• **Problem statement**
Nothing but the records, transcribed exactly, should appear in the answer; leave the pictures out.

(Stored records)
---
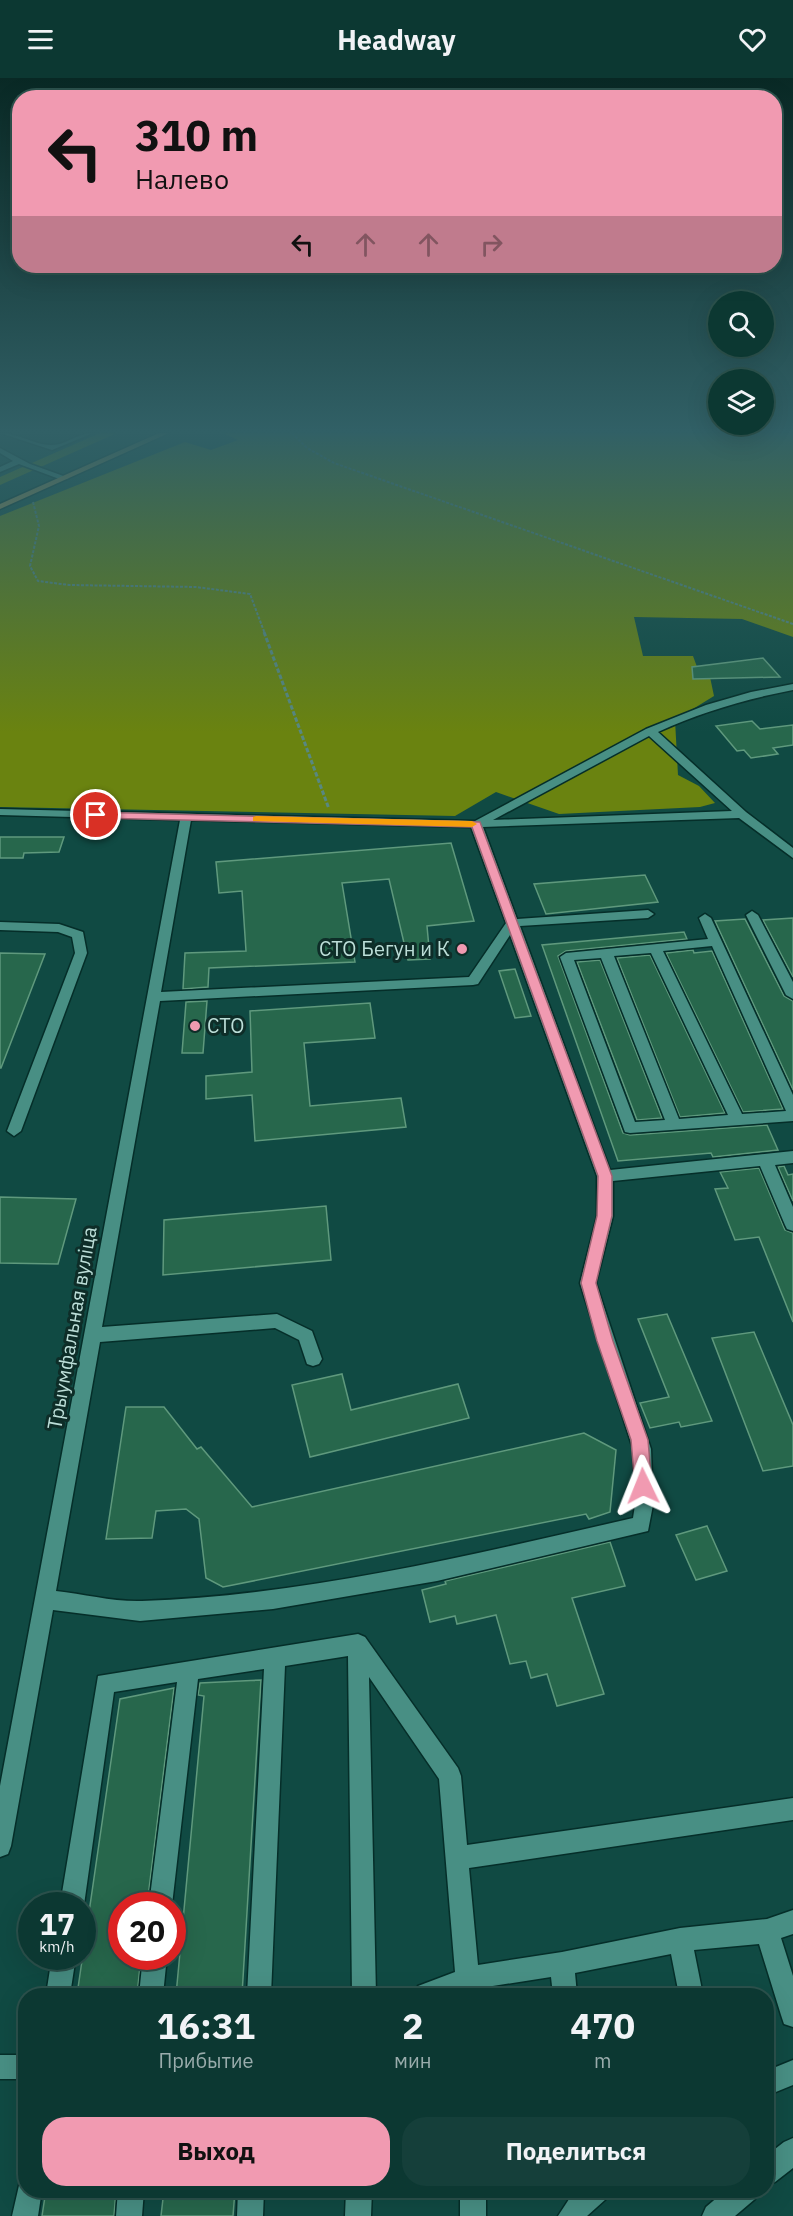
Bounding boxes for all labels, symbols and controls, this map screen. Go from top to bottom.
text: Headway [337,22,456,57]
icon: menu [24,23,57,56]
icon: heart [736,23,769,56]
text: 310 m [135,108,258,163]
icon: left [36,114,114,192]
text: Налево [135,161,229,196]
icon: left [286,228,319,261]
icon: ahead [349,228,382,261]
icon: ahead [412,228,445,261]
icon: right [475,228,508,261]
map controls [708,291,774,435]
button: search [708,291,774,357]
button: layers [708,369,774,435]
pin [70,789,121,840]
icon: arrive [79,798,112,831]
place label: СТО Бегун и К [319,935,450,962]
marker: СТО Бегун и К [455,942,469,956]
place label: СТО [207,1012,245,1039]
marker: СТО [188,1019,202,1033]
street label: Трыумфальная вуліца [40,1224,103,1432]
position arrow [611,1454,675,1518]
speed limit sign: 20 [108,1892,186,1970]
text: 17 [39,1904,75,1943]
text: km/h [39,1937,75,1956]
text: 16:31 [157,2002,255,2049]
text: 2 [402,2002,424,2049]
text: 470 [570,2002,635,2049]
text: Прибытие [158,2047,254,2074]
text: мин [394,2047,431,2074]
text: m [594,2047,611,2074]
button: Выход [42,2117,390,2186]
button: Поделиться [402,2117,750,2186]

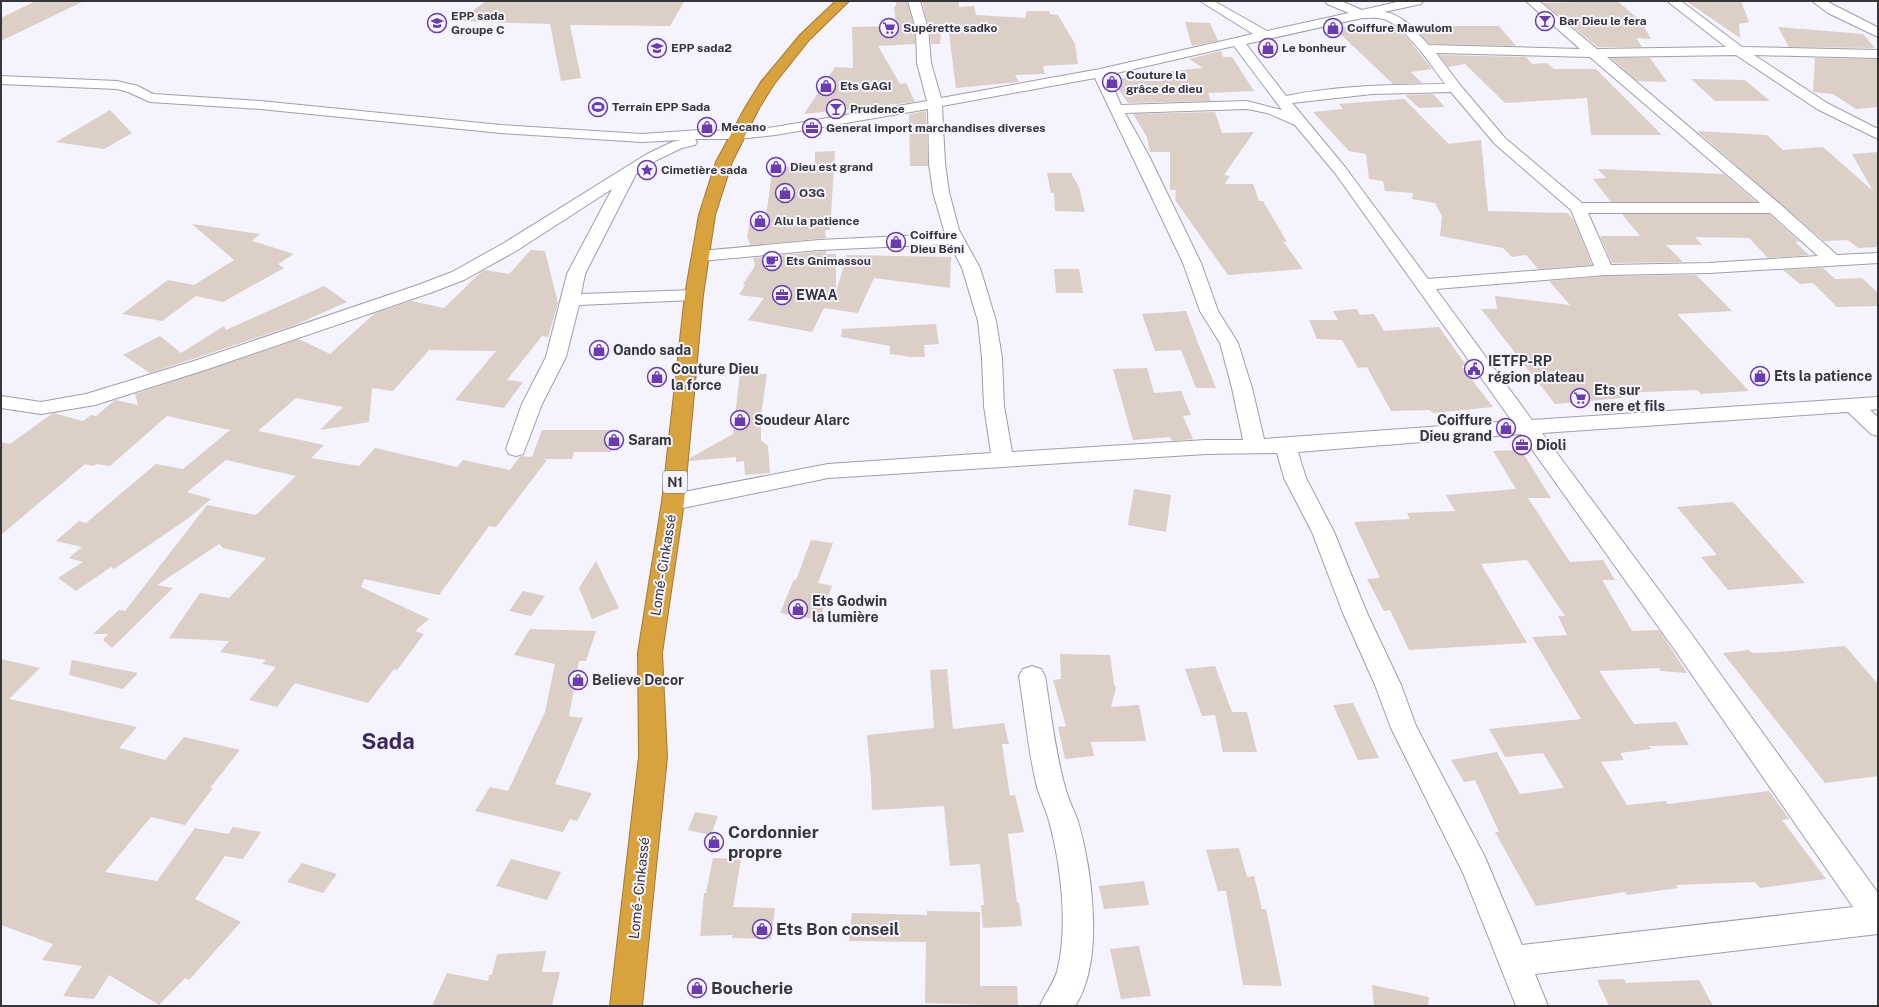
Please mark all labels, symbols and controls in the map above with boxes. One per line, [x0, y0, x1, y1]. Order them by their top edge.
---
• **Your response**
Bounding boxes for all labels, symbols and controls, this map screen. Go from top to bottom.
text: Headway [337,22,456,57]
icon: menu [24,23,57,56]
icon: heart [736,23,769,56]
text: 310 m [135,108,258,163]
icon: left [36,114,114,192]
text: Налево [135,161,229,196]
icon: left [286,228,319,261]
icon: ahead [349,228,382,261]
icon: ahead [412,228,445,261]
icon: right [475,228,508,261]
map controls [708,291,774,435]
button: search [708,291,774,357]
button: layers [708,369,774,435]
pin [70,789,121,840]
icon: arrive [79,798,112,831]
place label: СТО Бегун и К [319,935,450,962]
marker: СТО Бегун и К [455,942,469,956]
place label: СТО [207,1012,245,1039]
marker: СТО [188,1019,202,1033]
street label: Трыумфальная вуліца [40,1224,103,1432]
position arrow [611,1454,675,1518]
speed limit sign: 20 [108,1892,186,1970]
text: 17 [39,1904,75,1943]
text: km/h [39,1937,75,1956]
text: 16:31 [157,2002,255,2049]
text: 2 [402,2002,424,2049]
text: 470 [570,2002,635,2049]
text: Прибытие [158,2047,254,2074]
text: мин [394,2047,431,2074]
text: m [594,2047,611,2074]
button: Выход [42,2117,390,2186]
button: Поделиться [402,2117,750,2186]

Please mark all labels, symbols and controls in the map above with boxes. One per line, [x0, y0, x1, y1]. Order them by their top edge.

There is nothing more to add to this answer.